TASK INSTRUCTIONS:
Scan the entries below for the word "check". Copy out every line in which it occurs.

Top of DATA TO PROCESS

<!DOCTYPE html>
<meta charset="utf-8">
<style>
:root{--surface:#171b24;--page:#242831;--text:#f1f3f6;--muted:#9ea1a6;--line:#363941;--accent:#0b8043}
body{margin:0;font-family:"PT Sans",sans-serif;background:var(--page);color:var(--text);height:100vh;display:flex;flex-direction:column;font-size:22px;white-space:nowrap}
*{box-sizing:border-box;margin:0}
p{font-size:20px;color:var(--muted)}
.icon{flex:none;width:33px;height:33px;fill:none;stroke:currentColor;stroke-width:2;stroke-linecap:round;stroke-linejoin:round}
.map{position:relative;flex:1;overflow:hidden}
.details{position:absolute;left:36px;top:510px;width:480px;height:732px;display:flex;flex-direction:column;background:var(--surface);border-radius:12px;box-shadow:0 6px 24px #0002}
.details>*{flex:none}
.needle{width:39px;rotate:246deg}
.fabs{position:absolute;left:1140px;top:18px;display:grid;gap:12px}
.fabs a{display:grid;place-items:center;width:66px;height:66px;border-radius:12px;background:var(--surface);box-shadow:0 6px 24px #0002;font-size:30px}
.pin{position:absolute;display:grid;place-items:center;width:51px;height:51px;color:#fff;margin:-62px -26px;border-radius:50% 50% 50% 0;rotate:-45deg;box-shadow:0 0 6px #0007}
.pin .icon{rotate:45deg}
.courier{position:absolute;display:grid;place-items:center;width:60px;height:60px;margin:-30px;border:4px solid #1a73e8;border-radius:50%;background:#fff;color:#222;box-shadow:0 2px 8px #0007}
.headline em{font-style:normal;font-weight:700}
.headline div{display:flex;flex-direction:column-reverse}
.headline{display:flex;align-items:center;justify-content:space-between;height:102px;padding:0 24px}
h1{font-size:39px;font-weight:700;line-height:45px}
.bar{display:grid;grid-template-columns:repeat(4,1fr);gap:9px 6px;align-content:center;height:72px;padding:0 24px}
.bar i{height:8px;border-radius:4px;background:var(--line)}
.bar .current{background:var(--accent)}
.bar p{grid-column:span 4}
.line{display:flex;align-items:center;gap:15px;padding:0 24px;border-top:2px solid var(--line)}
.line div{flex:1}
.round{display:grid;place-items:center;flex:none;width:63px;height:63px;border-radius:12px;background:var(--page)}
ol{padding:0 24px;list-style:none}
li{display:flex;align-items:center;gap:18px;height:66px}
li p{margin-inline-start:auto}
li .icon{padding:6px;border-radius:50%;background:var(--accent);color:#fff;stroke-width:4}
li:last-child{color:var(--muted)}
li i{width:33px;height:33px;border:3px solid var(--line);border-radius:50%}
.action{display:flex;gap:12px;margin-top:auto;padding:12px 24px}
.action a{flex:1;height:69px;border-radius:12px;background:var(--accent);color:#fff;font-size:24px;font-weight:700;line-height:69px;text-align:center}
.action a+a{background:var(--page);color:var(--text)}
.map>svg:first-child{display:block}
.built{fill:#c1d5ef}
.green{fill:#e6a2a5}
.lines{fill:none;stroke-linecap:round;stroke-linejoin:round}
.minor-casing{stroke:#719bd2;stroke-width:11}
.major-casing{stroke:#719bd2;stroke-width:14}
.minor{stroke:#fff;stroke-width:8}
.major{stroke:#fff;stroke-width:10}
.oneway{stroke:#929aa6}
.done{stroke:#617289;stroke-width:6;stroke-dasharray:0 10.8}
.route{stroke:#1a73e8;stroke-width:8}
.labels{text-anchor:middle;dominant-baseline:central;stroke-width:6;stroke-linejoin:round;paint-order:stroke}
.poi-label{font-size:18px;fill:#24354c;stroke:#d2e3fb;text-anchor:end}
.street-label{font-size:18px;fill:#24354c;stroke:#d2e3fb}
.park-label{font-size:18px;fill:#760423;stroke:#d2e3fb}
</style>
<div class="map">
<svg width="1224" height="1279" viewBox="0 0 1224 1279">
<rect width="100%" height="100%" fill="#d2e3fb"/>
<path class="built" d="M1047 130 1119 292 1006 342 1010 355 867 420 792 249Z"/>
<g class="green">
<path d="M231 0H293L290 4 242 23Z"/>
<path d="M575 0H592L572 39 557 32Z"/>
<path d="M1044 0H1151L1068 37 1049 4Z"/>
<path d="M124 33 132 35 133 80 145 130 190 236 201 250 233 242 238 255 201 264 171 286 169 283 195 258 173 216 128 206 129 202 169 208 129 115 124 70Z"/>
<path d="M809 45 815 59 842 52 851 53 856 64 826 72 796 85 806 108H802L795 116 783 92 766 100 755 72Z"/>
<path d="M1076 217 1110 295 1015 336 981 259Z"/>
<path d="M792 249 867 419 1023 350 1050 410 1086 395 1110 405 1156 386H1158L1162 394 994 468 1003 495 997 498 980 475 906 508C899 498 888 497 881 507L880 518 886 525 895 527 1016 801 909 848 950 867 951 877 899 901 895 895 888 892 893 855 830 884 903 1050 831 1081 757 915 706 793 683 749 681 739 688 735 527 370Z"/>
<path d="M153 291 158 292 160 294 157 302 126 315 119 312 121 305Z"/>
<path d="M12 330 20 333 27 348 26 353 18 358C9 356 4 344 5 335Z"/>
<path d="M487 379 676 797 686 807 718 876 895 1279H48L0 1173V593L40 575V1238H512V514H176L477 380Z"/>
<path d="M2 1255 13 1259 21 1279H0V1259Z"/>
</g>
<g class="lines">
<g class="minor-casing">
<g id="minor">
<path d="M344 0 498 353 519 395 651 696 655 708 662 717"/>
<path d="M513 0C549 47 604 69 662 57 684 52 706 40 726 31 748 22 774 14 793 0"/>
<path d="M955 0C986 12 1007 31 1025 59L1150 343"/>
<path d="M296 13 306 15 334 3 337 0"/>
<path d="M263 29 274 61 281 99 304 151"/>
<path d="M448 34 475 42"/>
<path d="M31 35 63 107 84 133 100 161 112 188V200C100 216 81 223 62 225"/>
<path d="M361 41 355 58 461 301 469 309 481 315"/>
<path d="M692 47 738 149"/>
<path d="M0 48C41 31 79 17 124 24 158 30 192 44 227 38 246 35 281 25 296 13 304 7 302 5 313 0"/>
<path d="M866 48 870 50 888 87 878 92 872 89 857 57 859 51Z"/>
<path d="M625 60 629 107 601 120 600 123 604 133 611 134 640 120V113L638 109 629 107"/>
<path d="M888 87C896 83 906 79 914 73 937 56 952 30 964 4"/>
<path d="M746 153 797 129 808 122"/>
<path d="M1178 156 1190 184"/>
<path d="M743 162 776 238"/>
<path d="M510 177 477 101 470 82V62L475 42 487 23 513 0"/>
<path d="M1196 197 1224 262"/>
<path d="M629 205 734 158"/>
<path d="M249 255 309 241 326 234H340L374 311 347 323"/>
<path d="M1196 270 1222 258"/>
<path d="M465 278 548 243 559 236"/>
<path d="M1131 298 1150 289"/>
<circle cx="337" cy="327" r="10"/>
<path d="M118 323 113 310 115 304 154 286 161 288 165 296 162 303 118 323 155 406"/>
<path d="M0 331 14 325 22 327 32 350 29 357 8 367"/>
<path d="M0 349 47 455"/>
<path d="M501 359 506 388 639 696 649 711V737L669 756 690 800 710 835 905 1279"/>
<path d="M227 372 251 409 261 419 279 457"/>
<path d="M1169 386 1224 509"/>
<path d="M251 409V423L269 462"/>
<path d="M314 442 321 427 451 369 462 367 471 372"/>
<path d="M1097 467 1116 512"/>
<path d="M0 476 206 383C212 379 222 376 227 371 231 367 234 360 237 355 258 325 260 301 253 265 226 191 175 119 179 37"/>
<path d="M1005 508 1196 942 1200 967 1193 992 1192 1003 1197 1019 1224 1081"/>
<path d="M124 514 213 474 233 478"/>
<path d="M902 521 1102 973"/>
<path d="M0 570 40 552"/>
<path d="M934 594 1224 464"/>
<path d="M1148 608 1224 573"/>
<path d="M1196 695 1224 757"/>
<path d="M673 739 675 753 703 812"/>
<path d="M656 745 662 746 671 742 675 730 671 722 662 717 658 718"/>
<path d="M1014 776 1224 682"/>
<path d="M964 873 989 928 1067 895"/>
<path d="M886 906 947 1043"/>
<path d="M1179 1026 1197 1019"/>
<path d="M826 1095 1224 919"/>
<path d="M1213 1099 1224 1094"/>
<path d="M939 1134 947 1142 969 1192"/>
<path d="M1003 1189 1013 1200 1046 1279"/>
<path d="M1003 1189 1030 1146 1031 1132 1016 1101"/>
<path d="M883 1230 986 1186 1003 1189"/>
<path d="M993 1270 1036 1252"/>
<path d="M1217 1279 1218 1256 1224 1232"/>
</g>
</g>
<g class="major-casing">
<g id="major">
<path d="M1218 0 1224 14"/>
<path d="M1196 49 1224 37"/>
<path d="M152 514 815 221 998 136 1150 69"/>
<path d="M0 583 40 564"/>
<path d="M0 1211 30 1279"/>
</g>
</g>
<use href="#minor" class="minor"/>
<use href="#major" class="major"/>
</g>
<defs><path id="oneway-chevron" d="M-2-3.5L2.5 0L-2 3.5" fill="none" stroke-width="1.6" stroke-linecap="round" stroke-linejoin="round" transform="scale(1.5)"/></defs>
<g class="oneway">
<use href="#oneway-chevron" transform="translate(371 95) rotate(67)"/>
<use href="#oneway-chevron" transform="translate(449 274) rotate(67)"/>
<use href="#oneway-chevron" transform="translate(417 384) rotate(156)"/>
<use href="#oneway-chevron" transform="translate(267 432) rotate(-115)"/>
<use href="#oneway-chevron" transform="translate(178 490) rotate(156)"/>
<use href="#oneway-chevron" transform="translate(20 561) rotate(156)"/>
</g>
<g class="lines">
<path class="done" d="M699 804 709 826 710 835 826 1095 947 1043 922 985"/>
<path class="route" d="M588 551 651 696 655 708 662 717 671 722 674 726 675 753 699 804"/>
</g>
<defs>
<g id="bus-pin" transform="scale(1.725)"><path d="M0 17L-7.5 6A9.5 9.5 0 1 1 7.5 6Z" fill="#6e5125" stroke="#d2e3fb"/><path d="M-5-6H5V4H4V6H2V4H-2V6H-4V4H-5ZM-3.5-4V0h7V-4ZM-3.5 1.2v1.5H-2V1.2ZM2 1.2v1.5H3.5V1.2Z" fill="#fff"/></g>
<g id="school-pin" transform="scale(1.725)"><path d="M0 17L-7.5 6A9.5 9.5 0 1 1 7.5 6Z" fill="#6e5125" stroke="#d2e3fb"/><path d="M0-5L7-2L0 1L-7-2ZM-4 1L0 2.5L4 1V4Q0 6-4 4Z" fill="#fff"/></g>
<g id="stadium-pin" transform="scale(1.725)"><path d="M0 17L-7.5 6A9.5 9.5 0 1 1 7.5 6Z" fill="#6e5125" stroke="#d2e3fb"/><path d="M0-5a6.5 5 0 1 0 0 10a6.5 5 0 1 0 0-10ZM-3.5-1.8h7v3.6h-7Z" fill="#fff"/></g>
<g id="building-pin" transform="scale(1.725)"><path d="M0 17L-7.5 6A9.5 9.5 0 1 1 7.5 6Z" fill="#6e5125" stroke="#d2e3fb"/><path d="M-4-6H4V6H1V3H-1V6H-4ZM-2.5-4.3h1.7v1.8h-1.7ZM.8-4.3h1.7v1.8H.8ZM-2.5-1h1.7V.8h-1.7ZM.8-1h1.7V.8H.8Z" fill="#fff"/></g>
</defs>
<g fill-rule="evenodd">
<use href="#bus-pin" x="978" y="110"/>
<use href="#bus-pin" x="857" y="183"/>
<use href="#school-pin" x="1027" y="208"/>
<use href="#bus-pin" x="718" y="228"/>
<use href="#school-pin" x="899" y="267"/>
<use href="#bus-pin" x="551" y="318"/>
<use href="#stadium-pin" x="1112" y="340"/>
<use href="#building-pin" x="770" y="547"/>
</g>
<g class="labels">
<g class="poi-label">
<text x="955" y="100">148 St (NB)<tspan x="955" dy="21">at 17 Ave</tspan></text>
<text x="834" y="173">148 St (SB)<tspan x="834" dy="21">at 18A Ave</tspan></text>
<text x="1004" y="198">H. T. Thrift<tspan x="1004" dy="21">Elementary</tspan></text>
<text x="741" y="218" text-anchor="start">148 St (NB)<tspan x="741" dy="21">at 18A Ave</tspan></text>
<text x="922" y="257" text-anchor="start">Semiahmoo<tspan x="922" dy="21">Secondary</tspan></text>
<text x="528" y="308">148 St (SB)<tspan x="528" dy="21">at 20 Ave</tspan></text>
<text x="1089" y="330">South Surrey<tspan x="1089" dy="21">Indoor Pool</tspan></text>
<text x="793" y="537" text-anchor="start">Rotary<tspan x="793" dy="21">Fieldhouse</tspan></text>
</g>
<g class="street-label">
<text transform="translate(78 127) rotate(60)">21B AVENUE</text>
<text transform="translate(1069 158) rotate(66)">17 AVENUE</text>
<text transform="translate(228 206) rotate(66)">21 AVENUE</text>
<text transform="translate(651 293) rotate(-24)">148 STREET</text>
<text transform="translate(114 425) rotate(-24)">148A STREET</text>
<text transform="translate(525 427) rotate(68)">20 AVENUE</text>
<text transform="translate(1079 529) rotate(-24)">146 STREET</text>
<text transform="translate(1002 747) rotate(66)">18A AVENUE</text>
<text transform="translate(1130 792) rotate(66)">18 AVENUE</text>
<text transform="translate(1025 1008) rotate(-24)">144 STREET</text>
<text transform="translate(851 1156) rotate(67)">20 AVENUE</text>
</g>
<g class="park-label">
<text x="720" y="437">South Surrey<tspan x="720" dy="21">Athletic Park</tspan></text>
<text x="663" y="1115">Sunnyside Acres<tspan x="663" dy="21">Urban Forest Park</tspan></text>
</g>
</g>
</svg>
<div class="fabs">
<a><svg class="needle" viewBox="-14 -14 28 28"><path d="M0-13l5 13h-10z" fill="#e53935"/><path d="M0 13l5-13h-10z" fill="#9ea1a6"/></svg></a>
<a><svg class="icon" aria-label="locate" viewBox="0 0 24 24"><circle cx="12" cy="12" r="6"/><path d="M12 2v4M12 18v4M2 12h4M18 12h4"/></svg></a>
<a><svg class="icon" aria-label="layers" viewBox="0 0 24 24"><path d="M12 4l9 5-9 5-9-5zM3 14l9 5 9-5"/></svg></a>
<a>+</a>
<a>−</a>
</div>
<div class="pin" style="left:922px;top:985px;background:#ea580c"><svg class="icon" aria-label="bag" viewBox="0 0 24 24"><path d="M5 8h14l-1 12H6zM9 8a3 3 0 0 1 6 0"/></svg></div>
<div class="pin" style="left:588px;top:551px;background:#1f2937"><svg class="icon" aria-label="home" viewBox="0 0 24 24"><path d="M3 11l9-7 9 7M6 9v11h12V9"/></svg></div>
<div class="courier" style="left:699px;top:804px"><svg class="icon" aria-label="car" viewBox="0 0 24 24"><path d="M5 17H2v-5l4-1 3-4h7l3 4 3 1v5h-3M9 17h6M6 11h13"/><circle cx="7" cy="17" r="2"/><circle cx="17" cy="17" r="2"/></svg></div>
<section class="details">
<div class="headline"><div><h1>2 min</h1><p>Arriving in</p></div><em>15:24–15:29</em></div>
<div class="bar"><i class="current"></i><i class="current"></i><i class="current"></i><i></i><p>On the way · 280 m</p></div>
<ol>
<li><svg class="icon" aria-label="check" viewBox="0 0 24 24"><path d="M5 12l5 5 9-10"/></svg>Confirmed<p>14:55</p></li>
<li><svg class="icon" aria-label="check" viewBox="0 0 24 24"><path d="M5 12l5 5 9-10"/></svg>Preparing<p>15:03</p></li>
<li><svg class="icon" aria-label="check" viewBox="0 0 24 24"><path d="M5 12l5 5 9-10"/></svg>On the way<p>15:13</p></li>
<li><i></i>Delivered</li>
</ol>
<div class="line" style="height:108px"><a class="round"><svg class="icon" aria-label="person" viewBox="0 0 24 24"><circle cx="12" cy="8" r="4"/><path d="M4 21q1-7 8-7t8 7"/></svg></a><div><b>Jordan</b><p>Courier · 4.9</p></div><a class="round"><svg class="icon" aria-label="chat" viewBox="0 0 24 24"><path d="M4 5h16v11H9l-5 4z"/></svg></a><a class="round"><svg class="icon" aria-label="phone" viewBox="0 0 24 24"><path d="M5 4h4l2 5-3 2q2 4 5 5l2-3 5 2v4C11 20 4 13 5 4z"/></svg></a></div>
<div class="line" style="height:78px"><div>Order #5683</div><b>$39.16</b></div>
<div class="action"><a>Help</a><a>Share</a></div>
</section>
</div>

Bottom of DATA TO PROCESS

RESULT FOR THIS TASK:
<li><svg class="icon" aria-label="check" viewBox="0 0 24 24"><path d="M5 12l5 5 9-10"/></svg>Confirmed<p>14:55</p></li>
<li><svg class="icon" aria-label="check" viewBox="0 0 24 24"><path d="M5 12l5 5 9-10"/></svg>Preparing<p>15:03</p></li>
<li><svg class="icon" aria-label="check" viewBox="0 0 24 24"><path d="M5 12l5 5 9-10"/></svg>On the way<p>15:13</p></li>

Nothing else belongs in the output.